Abjuré tantas veces del matrimonio y la paternidad –en nombre de teorías rabiosas que ya no recuerdo o no quiero recordar–, que esta vida de casado, estos últimos meses en concreto siguiendo de cerca el embarazo de Natalia, siendo muy consistentes, parecen salidos de una realidad brumosa, paralela, casi ficticia, que no termino de creer.

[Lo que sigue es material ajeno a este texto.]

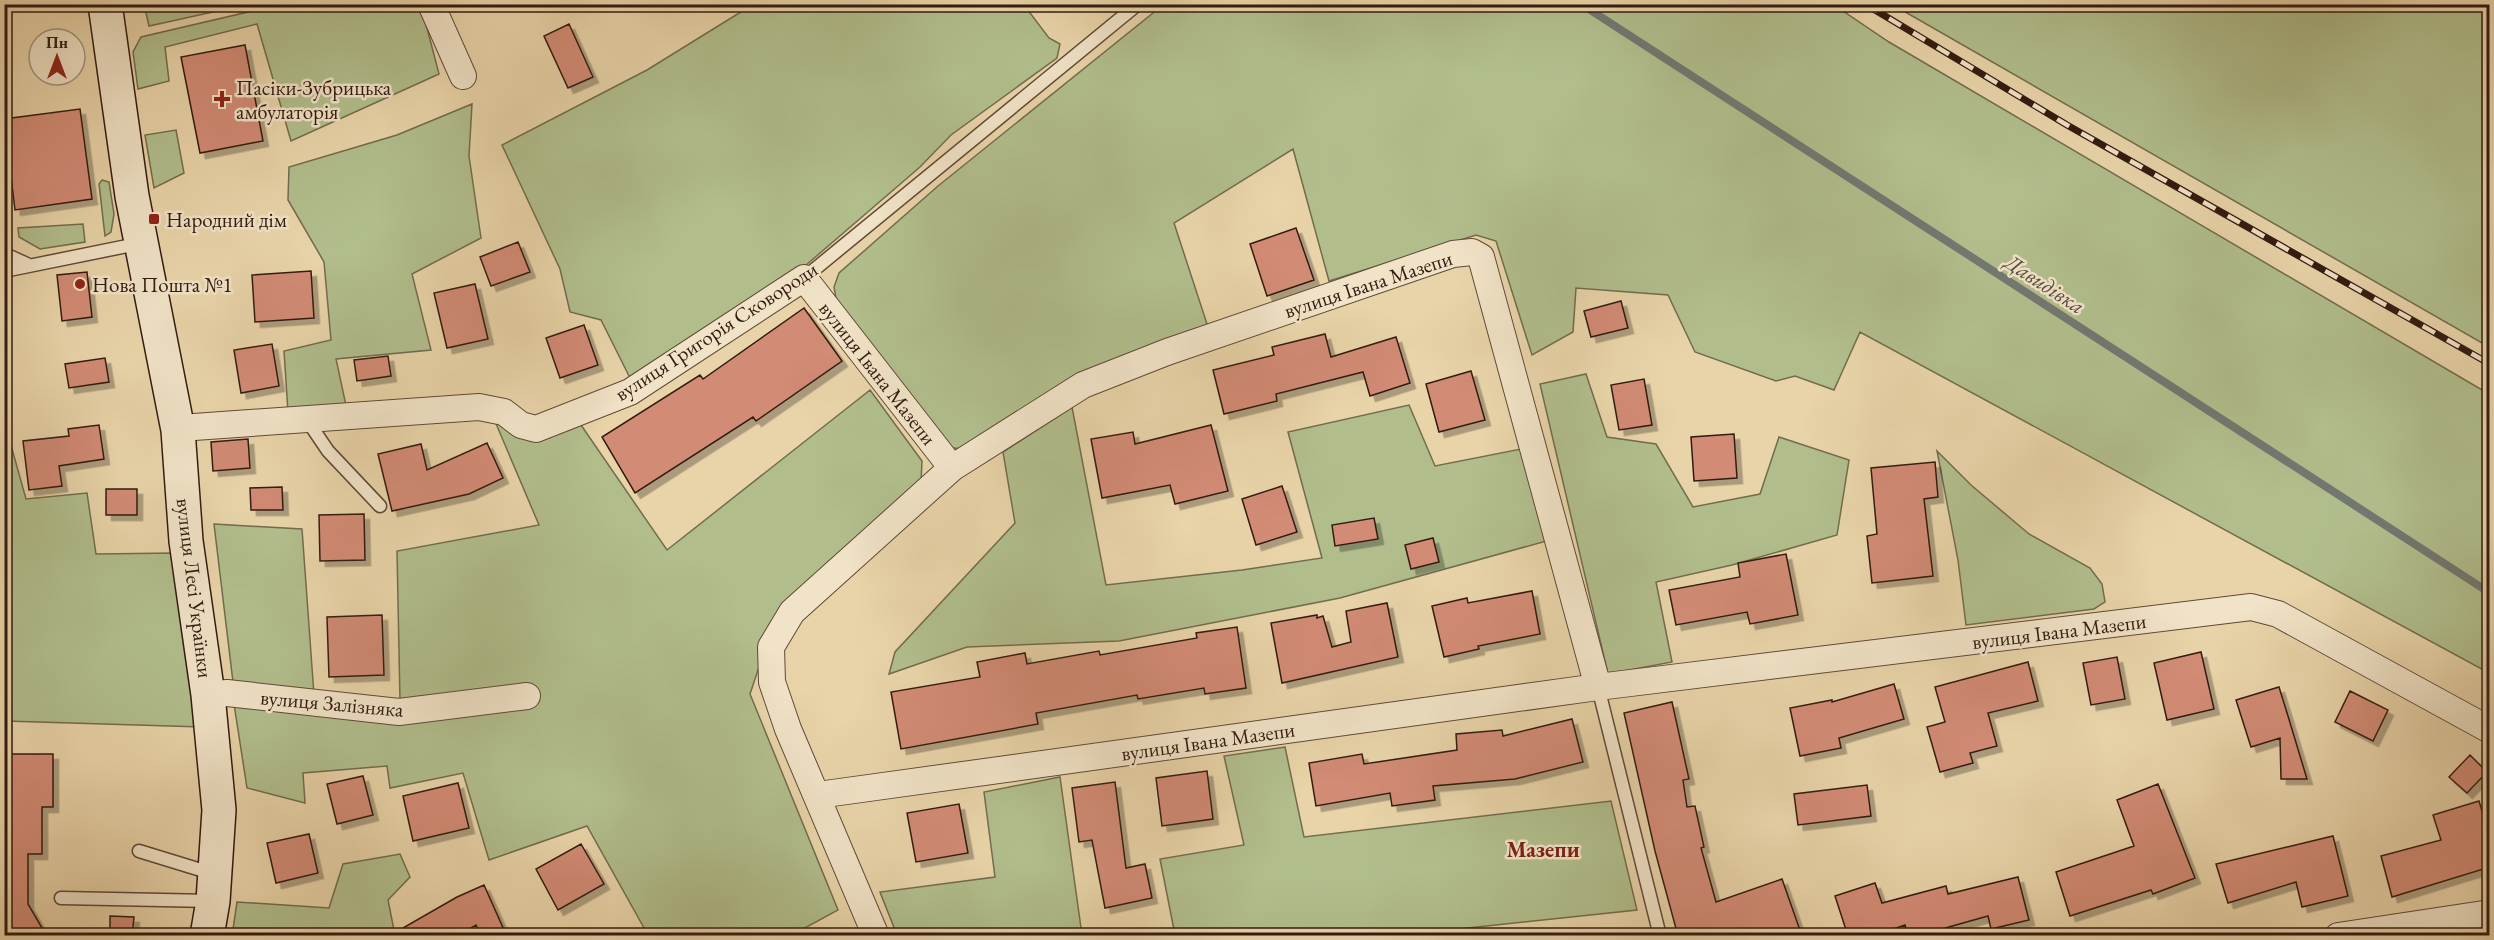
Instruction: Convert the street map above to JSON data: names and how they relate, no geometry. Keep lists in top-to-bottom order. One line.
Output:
{"streets":{"main road":["вулиця Лесі Українки"],"street":["вулиця Івана Мазепи","вулиця Григорія Сковороди","вулиця Залізняка"]},"crossings":[["вулиця Івана Мазепи","вулиця Григорія Сковороди"],["вулиця Григорія Сковороди","вулиця Лесі Українки"],["вулиця Лесі Українки","вулиця Залізняка"]],"districts":["Мазепи"],"water":["Давидівка"],"places":{"health":["Пасіки-Зубрицька амбулаторія"],"transit":["Народний дім"],"other":["Нова Пошта №1"]},"north":"top"}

El nuevo libro de Renato Cisneros.
El nuevo libro de Renato Cisneros.

Quizá sea la distancia con Perú lo que le confiere a mi presente esta textura líquida de sueño irreal pero vívido. O quizá sea la velocidad inusual con que se han dado las cosas durante los últimos dos años, una detrás de otra, sin detenerse, como fichas de dominó dispuestas en cadena que no dejan de caer hasta formar una figura puntual. Quién me lo habría dicho. Nadie. Ninguna bruja, adivinadora o astróloga. Hasta hace relativamente poco era un soltero empedernido, noctámbulo, vivía en Lima, en un cómodo departamento propio, manejaba un auto deportivo, aparecía en programas sintonizados, gozaba de cierto reconocimiento público, percibía un buen sueldo, no recortaba mis gastos y escribía unos libros que, por lo general, no pasaban desapercibidos entre los lectores.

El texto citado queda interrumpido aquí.